You spend two years consuming case studies and running projects. You absorb the best practices, mastering the mechanics of various industries and specialties. When your dean delivers his graduation address, you’ll likely hear something like this: “Now, your education really begins.”
Wait, what were the past two years for?
Talk about irony! Wouldn’t you have been better off earning a Masters in Hard Knocks? Anyone can read – or take MOOCs – to cover basic content, right? You can easily connect to people on Linkedin. Let’s face it: Community organizations are always looking for people to lead their projects? What good is business school?
That was one question that François Ortalo-Magné, dean of the University of Wisconsin School of Business, has wrestled with. Like many business innovators, he has discovered that the “how” and “why” is often more important than the “what.” In Ortalo-Magné’s experience, most programs can deliver expertise. However, it’s the overall experience that differentiates schools. That’s why the school has created a model that develops the intangibles – leadership, self-awareness, teamwork, and creativity – that employers seek.

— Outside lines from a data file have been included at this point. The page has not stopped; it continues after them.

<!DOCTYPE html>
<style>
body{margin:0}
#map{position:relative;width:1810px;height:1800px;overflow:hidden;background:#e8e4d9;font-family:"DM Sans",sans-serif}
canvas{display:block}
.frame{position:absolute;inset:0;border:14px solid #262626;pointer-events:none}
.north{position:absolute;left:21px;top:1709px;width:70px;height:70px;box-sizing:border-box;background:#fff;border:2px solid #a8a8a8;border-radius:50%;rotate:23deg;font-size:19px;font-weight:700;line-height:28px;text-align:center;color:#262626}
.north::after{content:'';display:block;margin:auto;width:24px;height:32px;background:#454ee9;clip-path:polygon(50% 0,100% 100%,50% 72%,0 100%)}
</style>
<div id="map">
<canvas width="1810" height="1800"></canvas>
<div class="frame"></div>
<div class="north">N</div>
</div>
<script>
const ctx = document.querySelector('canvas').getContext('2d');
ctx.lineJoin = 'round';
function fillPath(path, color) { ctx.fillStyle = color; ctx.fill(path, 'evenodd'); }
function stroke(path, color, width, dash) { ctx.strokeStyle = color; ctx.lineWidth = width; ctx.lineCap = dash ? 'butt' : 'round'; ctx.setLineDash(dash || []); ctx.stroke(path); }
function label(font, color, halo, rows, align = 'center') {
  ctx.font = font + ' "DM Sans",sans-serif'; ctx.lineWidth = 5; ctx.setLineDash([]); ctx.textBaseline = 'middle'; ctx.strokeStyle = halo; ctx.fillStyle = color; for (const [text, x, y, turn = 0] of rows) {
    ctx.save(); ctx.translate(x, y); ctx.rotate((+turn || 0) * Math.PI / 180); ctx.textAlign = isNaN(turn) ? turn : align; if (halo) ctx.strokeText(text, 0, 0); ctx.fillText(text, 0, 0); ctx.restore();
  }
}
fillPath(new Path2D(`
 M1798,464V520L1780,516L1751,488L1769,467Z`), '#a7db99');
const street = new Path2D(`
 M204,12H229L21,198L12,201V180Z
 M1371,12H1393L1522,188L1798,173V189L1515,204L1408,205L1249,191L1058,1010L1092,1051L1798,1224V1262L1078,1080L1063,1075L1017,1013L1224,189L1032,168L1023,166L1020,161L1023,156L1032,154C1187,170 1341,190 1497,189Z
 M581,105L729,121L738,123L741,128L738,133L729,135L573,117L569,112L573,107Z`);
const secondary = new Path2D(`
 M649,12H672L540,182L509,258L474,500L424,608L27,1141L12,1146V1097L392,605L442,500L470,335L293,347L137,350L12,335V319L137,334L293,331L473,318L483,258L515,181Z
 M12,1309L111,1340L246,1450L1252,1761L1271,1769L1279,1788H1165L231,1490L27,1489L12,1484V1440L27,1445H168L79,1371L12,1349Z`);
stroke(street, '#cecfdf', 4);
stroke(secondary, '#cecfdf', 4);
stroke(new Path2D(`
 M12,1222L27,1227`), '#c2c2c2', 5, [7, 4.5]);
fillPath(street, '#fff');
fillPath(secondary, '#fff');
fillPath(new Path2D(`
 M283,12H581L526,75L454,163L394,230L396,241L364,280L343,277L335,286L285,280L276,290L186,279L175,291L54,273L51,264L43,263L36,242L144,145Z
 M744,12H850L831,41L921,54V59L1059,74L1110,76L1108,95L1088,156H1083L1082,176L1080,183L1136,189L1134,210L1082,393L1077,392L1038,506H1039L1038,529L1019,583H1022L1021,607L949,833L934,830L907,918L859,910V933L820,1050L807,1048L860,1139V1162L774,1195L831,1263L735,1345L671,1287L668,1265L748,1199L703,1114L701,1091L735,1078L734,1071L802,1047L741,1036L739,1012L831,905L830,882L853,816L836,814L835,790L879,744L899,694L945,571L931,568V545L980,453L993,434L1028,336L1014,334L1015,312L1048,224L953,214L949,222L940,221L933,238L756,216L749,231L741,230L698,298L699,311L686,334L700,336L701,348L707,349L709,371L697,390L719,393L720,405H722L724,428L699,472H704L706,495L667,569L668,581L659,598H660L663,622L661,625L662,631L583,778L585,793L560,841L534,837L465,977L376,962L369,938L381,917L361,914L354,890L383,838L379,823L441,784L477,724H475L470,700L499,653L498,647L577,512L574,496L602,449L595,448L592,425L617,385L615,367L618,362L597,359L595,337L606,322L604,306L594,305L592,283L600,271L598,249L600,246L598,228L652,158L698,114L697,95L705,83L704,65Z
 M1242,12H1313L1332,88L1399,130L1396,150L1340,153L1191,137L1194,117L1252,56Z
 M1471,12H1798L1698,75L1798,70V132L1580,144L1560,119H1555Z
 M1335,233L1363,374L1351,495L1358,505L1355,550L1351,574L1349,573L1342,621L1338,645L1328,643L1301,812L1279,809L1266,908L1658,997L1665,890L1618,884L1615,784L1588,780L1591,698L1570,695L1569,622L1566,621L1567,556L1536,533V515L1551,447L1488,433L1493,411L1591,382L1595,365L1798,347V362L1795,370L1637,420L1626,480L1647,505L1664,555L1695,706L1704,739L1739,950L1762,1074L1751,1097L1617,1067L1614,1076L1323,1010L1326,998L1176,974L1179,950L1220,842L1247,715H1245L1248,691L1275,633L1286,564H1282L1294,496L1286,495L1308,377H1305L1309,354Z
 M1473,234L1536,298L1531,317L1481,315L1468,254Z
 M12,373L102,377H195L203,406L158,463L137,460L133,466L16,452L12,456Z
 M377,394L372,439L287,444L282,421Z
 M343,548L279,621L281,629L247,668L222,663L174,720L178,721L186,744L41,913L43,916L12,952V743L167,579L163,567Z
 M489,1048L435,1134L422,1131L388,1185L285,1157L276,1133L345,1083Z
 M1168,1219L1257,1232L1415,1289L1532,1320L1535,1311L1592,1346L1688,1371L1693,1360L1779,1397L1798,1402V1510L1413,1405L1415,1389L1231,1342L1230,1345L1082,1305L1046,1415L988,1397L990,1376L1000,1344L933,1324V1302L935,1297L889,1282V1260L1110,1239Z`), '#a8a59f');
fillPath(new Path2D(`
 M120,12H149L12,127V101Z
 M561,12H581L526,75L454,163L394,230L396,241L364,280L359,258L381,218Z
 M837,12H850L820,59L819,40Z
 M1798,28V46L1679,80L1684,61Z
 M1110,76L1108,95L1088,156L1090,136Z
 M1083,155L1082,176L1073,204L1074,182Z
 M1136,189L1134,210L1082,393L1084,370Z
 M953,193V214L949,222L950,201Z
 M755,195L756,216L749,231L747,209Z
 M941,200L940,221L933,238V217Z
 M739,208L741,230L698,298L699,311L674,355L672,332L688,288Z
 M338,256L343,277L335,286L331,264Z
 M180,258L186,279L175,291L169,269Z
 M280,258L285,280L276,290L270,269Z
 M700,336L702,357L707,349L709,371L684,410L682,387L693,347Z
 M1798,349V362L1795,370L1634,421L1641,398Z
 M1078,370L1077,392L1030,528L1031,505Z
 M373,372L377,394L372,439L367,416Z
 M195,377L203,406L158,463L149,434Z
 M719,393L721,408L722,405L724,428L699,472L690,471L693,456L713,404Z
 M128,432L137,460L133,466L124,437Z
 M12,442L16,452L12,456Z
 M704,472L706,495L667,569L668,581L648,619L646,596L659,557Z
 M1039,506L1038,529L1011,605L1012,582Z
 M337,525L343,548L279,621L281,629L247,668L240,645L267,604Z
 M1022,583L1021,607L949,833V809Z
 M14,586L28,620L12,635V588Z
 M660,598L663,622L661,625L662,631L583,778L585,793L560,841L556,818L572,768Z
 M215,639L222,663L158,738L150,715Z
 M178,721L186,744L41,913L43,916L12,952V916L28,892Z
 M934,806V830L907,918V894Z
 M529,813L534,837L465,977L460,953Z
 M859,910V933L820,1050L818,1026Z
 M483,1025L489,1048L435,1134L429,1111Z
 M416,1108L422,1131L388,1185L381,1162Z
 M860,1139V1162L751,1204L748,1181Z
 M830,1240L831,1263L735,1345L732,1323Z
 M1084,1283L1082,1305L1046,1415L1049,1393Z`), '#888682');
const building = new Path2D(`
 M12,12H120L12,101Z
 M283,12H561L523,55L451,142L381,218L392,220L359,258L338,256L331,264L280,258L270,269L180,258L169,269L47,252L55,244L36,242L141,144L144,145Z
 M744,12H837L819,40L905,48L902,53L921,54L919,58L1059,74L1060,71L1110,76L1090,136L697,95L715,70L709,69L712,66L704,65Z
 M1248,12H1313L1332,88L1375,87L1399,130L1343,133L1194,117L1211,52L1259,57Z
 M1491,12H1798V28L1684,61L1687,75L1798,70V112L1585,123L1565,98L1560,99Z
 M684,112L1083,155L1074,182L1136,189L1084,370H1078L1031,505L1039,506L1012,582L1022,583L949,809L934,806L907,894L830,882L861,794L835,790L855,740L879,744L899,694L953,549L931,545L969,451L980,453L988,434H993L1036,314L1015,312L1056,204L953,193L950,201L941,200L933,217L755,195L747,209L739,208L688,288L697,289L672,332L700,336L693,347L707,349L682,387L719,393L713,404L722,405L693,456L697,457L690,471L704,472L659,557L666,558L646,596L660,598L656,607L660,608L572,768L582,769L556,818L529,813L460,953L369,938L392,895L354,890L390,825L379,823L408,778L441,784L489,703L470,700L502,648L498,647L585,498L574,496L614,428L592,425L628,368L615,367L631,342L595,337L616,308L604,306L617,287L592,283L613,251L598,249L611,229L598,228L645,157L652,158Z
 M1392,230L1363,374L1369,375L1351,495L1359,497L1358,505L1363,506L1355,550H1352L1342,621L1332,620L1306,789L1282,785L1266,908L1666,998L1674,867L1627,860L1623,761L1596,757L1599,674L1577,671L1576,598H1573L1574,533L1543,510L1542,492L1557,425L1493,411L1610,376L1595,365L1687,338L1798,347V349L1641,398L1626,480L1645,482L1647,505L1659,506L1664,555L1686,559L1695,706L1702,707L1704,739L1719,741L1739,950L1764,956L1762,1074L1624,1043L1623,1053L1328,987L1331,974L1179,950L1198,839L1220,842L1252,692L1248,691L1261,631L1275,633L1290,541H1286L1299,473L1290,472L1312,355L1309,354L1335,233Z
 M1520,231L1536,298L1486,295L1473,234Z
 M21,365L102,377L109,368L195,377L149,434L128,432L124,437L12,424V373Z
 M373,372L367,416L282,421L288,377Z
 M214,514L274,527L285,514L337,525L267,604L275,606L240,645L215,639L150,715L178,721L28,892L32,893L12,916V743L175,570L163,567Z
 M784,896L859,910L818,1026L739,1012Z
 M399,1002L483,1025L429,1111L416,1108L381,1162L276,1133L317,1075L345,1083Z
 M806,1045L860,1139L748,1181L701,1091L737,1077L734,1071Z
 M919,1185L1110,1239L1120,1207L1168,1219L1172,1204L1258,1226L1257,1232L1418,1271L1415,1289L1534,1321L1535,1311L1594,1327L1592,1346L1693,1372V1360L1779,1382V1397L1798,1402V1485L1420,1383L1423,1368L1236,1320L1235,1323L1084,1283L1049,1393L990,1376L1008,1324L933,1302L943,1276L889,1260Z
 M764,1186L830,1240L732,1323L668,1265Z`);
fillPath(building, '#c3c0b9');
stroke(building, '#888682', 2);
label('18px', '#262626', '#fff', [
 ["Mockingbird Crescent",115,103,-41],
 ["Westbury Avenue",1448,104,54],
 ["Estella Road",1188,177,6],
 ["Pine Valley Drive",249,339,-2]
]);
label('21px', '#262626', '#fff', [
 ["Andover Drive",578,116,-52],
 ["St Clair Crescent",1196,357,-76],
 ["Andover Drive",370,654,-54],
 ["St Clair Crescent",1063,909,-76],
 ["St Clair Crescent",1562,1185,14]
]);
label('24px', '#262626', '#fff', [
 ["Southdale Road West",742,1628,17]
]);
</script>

Recently, Poets&Quants sat down with Ortalo-Magné for his thoughts on what he expects to happen in the business school market. For starters, he believes graduates will rely heavily on schools to prepare them for transitions and milestones as their careers progress. Even more, he anticipates five-year curriculum to emerge out of the business bachelors program, where students can apply what they learn sooner. What else does Ortalo-Magné see happening? Check out his thoughts in Poets&Quants’ exclusive interview with him.
What impact will technology ultimately have on business schools and how that will look in five years?
We are using our KDBIN framework (Knowing, Doing, Being, Inspiring and Networking) to redefine how we partner with the business community and with our colleagues on campus to redefine the student experience. Technology is already transforming the delivery of knowledge-focused learning experiences. We are convinced in the unique value of live, direct human interactions, for BIN type and some of the D (Doing).
Technology is also helping us change in a fundamental way how we approach our educational mission, moving from delivering teaching to inspiring learning. The move from “teaching” to “learning” is about shifting our focus from sharing pre-defined teaching material to achieving pre-defined learning outcomes. The move from “delivering” to “inspiring,” is about shifting more of the responsibilities for the learning outcomes from the student to the teacher.
Finally, technology allows us to envisage a much more tailored and effective approach to life-long learning. Right now, learning over one’s lifetime is be very chunky. You’re born, you’re educated, you work, and you die. Suppose we knew when you were an undergraduate that you’d come back two years after graduation. Would we teach you the same things? We’ve had very interesting conversations about this with a few employers and recent alumni. We’d like to think of ourselves as moving toward providing a platform that helps people through prepare for and succeed with every major professional transition. Can we do better than Amazon for your reading interests? Given what you have read already, Amazon will tell you what you might like. We’d like to go beyond the current Amazon: help you discern what you should read next, given what you’d like to read eventually. The technology is there to help us envisage such a life-long learning platform.